S v Madiba (497/2013) [2014] ZASCA 13 (20 March 2014)


  1. Editorial note: Certain information has been redacted from this judgment in compliance with the law.

  2. THE SUPREME COURT OF APPEAL OF SOUTH AFRICA

  3. JUDGMENT

  4. REPORTABLE

  5. Case No: 497/2013

  6. In the matter between:

  7. MAPOSA FRANS MADIBA APPELLANT

  8. and

  9. tHE STATE RESPONDENT

  10. Neutral citation: Madiba v The State (497/2013) [2014] ZASCA 13 (20 March 2014)
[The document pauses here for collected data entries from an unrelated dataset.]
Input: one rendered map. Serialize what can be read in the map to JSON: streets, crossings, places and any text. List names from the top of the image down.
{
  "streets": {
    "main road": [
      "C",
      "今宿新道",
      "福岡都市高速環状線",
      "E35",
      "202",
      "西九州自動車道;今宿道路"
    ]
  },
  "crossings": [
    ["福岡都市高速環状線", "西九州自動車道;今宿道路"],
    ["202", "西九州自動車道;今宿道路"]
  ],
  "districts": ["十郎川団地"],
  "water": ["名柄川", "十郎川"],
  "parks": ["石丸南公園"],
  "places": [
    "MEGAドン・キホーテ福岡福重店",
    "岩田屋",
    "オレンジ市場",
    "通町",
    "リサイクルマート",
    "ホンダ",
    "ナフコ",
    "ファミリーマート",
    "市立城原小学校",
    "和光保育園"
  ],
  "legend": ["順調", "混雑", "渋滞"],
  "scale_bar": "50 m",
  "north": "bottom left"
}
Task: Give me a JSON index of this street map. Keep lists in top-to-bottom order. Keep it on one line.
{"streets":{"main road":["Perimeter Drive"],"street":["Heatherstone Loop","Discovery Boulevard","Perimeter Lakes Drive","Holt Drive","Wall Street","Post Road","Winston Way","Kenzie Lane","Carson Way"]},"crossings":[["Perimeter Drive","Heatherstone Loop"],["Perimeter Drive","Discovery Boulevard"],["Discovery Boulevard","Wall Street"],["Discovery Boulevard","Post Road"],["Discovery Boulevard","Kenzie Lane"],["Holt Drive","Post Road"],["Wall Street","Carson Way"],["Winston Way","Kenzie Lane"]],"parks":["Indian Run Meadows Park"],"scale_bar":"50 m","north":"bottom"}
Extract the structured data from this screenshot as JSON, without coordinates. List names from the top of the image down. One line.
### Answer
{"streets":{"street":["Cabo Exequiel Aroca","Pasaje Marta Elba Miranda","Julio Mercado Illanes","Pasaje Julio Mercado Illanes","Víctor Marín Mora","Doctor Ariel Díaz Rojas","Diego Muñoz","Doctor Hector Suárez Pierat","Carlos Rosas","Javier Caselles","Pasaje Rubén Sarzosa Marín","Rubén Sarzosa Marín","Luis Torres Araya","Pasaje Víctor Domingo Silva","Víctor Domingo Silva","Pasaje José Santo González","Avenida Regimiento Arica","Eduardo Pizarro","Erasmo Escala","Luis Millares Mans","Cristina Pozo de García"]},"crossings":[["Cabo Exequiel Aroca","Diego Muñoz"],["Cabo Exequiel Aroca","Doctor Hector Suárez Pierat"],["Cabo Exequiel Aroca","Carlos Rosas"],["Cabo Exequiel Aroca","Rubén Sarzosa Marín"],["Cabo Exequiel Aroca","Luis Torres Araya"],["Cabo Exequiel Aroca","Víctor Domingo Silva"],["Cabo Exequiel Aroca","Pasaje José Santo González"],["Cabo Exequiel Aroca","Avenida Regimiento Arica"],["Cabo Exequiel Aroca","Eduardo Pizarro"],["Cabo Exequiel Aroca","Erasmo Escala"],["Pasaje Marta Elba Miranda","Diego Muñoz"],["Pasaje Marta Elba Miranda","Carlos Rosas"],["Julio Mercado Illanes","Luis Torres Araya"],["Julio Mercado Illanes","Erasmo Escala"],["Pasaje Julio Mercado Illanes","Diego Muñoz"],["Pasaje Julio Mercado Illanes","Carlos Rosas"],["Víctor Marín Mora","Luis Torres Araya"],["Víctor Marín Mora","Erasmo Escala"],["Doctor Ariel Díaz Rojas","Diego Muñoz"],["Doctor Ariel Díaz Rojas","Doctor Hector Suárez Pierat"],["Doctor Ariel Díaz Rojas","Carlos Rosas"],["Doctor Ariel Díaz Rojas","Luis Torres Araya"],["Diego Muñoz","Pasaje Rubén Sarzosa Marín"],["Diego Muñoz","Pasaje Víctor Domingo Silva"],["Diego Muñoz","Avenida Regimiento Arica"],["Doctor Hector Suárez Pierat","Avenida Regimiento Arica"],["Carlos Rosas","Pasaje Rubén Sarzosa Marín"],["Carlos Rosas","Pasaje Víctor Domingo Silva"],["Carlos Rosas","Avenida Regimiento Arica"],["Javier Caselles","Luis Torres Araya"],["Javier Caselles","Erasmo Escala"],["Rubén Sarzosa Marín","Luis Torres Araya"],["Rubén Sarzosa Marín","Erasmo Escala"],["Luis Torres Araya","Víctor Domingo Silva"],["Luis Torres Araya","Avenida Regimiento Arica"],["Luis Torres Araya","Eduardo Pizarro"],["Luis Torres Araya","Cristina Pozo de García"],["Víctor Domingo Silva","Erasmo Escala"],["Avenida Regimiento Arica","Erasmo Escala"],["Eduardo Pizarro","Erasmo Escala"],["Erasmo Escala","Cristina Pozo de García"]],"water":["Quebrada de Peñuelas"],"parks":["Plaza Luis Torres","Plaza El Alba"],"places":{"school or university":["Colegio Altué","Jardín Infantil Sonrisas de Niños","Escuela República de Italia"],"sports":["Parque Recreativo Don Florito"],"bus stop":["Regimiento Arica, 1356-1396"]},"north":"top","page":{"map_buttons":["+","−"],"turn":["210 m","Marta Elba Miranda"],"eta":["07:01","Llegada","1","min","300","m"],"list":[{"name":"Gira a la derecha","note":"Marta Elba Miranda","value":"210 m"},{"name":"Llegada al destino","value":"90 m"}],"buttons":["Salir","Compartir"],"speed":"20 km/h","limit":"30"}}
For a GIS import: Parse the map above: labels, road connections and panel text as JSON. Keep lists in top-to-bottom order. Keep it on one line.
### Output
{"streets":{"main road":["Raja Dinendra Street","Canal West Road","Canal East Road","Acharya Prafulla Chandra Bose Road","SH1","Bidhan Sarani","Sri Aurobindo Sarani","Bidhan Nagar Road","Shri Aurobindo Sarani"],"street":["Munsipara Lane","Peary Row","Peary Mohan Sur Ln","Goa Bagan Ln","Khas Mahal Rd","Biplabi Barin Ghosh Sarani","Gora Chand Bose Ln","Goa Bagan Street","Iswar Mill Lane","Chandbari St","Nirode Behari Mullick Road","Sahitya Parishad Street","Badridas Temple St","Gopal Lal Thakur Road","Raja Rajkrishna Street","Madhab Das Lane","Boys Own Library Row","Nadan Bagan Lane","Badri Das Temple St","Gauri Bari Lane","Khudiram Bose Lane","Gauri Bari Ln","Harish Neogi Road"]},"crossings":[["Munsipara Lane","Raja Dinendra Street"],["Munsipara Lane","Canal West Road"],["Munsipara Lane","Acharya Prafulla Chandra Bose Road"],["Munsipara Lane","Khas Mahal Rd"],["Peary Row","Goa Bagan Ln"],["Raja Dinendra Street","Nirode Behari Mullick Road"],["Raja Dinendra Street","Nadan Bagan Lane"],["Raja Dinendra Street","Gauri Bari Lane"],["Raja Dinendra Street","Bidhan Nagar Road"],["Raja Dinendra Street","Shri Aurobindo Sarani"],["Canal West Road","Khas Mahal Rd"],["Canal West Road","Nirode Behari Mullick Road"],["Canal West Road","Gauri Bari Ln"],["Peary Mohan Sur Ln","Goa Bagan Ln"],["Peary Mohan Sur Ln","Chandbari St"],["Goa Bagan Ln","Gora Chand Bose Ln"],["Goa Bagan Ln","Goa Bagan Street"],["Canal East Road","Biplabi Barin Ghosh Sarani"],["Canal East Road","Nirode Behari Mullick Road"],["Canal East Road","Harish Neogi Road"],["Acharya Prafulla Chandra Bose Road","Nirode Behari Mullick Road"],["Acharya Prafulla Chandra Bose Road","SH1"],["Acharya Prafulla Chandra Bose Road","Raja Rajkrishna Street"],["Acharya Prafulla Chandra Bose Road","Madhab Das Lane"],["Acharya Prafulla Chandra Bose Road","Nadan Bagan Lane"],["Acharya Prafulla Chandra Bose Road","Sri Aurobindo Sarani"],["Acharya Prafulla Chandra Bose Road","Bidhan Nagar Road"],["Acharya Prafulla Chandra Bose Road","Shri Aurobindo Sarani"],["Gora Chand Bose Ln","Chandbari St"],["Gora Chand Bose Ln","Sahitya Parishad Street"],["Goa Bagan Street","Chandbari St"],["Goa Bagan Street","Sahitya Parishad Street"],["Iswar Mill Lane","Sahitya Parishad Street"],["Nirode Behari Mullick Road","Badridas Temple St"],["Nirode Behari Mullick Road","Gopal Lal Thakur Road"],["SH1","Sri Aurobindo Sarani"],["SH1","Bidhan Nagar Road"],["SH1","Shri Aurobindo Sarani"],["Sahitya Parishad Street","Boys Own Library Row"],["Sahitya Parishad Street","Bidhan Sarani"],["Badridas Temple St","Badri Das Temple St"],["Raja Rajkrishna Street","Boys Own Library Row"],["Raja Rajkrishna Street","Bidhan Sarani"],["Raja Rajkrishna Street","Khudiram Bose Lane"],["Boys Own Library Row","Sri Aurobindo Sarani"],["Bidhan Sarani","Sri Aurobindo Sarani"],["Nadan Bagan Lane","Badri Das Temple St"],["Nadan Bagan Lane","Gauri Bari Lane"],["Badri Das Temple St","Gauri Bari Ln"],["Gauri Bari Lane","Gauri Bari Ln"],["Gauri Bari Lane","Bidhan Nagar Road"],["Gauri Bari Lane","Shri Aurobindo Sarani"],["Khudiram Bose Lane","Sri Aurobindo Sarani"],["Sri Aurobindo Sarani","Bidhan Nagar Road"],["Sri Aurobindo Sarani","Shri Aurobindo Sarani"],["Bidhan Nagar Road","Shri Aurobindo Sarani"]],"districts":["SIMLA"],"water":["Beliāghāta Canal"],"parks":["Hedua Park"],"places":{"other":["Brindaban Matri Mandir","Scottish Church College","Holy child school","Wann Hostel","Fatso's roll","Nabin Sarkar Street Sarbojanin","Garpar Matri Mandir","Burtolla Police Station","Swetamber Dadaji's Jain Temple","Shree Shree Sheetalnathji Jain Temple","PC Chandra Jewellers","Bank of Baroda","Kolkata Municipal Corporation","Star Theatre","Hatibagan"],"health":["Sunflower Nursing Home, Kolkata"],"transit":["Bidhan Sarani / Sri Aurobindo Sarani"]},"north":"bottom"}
  11. Coram: Ponnan JA and Swain and Mathopo AJJA

  12. Heard: 5 March 2014

  13. Delivered: 20 March 2014

  14. Summary: Appeal against conviction on charges of attempted rape and rape dismissed – material misdirection by trial court in passing sentence – appeal court at large to impose sentences on all counts – appeal against sentence partially upheld.

  15. Order

  16. On appeal from Limpopo High Court, Thohoyandou (Hetisani J sitting as court of first instance):

  17. 1 The appeals against the convictions of attempted rape and rape are dismissed.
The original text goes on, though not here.